(Task prompt):
Below are the data; count the lines with the string "position" in them and give that number only.

(Entries provided):

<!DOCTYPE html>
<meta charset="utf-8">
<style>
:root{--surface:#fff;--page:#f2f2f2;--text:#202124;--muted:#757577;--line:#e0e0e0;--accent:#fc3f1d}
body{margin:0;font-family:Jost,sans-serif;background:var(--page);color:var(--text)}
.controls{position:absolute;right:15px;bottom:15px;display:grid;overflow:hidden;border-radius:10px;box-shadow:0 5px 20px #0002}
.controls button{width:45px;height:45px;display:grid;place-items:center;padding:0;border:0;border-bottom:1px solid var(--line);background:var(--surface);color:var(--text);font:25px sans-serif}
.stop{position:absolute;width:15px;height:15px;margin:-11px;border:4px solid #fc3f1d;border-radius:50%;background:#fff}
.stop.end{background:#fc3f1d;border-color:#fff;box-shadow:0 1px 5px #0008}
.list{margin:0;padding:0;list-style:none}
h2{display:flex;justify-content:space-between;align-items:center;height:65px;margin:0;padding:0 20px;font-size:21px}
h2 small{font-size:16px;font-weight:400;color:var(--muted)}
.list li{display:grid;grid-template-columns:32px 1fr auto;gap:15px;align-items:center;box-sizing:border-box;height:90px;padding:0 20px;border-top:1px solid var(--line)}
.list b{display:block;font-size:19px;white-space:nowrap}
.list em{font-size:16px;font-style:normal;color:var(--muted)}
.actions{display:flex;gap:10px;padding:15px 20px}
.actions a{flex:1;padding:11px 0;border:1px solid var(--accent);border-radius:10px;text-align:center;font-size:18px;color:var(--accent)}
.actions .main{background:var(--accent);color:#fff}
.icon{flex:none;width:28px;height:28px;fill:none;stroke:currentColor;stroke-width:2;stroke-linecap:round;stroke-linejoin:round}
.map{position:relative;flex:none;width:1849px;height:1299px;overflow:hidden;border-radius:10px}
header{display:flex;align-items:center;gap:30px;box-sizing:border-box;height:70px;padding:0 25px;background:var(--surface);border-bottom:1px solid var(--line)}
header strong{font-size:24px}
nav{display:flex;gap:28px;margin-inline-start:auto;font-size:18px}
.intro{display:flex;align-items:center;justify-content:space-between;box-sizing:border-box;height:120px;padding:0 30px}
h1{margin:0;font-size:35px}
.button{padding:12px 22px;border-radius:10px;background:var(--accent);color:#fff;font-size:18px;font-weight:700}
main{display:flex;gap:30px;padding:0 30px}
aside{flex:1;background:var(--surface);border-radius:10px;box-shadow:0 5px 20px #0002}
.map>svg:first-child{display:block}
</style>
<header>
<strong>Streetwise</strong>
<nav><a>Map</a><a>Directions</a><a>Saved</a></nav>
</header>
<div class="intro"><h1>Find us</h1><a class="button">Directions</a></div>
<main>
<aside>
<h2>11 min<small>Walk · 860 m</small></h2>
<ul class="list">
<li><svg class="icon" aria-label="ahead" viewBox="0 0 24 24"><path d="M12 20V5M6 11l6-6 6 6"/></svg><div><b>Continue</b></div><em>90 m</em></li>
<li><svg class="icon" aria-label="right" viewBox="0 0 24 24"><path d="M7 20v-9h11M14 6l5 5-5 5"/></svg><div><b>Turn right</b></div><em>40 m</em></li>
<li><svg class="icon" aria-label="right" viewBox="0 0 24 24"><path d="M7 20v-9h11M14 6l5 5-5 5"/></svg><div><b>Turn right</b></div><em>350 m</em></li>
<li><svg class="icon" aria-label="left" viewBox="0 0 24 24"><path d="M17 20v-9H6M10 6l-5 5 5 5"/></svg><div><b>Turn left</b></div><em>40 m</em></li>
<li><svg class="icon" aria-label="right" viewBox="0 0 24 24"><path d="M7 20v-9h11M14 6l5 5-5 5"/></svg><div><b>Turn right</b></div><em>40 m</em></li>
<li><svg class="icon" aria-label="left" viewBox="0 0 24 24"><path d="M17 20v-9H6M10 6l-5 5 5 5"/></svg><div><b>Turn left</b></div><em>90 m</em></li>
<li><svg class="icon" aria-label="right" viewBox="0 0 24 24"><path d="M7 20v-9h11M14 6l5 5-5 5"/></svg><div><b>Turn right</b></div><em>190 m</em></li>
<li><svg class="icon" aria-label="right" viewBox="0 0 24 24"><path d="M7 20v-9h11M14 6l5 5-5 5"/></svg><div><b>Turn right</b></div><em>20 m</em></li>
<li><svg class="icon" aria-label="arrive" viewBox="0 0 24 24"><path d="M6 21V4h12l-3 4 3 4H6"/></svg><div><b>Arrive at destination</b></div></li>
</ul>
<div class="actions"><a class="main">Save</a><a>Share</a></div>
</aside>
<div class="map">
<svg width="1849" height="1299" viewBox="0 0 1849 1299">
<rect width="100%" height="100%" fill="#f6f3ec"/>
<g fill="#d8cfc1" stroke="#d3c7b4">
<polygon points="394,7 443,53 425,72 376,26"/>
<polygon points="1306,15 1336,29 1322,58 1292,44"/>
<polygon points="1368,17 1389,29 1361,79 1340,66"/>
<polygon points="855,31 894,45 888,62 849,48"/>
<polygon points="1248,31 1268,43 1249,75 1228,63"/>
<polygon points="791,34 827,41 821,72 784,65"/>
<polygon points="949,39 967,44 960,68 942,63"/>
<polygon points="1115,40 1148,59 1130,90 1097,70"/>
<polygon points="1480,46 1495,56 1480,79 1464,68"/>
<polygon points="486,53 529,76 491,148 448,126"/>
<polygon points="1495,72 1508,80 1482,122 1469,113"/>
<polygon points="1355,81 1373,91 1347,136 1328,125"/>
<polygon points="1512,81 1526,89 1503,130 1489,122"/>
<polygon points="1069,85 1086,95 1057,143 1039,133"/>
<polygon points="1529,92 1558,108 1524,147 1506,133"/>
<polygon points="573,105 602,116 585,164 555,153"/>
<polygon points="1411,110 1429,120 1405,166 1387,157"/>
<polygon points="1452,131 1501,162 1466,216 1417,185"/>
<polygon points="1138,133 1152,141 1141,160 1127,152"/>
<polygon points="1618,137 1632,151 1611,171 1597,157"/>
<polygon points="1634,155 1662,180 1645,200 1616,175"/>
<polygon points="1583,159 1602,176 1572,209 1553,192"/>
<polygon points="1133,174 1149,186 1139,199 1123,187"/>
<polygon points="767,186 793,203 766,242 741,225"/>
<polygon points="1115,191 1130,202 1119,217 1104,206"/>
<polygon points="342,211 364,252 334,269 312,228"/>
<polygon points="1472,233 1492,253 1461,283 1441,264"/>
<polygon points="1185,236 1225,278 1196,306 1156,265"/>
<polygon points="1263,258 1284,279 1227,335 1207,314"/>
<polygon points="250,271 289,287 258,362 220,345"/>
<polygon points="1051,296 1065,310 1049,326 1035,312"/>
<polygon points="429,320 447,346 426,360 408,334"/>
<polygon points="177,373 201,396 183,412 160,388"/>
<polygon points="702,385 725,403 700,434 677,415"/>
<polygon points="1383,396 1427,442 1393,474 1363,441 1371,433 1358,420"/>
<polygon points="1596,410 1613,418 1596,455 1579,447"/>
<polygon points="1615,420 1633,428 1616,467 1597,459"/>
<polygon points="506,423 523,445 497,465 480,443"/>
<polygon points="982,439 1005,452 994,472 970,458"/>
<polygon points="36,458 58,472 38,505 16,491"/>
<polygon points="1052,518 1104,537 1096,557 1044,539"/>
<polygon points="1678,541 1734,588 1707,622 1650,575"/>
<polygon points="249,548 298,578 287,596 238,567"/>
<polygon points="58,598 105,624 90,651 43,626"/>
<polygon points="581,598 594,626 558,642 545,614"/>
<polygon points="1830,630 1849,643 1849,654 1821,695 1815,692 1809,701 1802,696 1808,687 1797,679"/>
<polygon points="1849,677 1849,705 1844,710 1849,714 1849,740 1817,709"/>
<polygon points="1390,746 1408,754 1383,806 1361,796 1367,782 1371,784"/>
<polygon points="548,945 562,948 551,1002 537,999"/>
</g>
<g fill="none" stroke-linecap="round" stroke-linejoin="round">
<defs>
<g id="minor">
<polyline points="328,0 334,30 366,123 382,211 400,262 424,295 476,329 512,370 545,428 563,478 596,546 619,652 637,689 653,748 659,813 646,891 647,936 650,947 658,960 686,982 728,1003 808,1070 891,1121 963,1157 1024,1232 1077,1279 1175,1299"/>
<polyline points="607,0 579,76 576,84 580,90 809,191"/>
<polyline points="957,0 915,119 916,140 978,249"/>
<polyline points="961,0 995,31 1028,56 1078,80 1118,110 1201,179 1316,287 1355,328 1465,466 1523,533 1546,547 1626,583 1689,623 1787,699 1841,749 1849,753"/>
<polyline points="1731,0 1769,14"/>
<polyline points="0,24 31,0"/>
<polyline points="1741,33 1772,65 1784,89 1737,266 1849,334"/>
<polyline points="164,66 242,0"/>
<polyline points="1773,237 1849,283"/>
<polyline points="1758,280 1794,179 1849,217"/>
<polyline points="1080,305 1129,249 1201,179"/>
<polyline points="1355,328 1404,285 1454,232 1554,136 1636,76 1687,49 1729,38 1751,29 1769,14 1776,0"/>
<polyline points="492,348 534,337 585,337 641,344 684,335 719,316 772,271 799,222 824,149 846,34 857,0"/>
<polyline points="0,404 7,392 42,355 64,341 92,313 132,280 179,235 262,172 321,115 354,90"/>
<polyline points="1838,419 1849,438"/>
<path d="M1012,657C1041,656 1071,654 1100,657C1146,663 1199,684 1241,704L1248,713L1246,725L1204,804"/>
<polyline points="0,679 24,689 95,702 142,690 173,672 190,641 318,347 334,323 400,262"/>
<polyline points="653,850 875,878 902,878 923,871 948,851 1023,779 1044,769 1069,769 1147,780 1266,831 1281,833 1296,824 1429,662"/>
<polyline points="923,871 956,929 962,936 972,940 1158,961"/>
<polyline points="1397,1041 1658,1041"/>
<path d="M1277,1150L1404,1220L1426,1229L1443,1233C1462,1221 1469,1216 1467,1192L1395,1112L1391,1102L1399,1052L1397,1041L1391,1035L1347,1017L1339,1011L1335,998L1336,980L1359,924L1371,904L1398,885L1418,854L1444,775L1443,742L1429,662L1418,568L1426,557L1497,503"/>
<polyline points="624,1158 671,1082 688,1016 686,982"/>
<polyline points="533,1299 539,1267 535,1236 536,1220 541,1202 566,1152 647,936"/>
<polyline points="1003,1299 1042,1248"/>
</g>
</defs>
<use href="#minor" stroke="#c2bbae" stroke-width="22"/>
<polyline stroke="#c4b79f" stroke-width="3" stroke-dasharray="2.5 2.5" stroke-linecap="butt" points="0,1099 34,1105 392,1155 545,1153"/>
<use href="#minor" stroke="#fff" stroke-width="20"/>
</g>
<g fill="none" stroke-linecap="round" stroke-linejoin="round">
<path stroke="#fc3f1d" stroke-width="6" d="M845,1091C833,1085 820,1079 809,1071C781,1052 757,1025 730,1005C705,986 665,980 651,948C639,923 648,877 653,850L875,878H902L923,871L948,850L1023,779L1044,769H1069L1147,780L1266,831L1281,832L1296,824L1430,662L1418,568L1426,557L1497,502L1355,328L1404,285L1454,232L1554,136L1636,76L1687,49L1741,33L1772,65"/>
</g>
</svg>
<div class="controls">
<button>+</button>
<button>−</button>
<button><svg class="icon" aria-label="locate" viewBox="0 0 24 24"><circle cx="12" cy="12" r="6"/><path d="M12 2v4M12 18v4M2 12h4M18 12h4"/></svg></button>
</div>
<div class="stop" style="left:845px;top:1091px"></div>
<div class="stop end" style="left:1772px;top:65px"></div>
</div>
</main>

(Result for this task):
3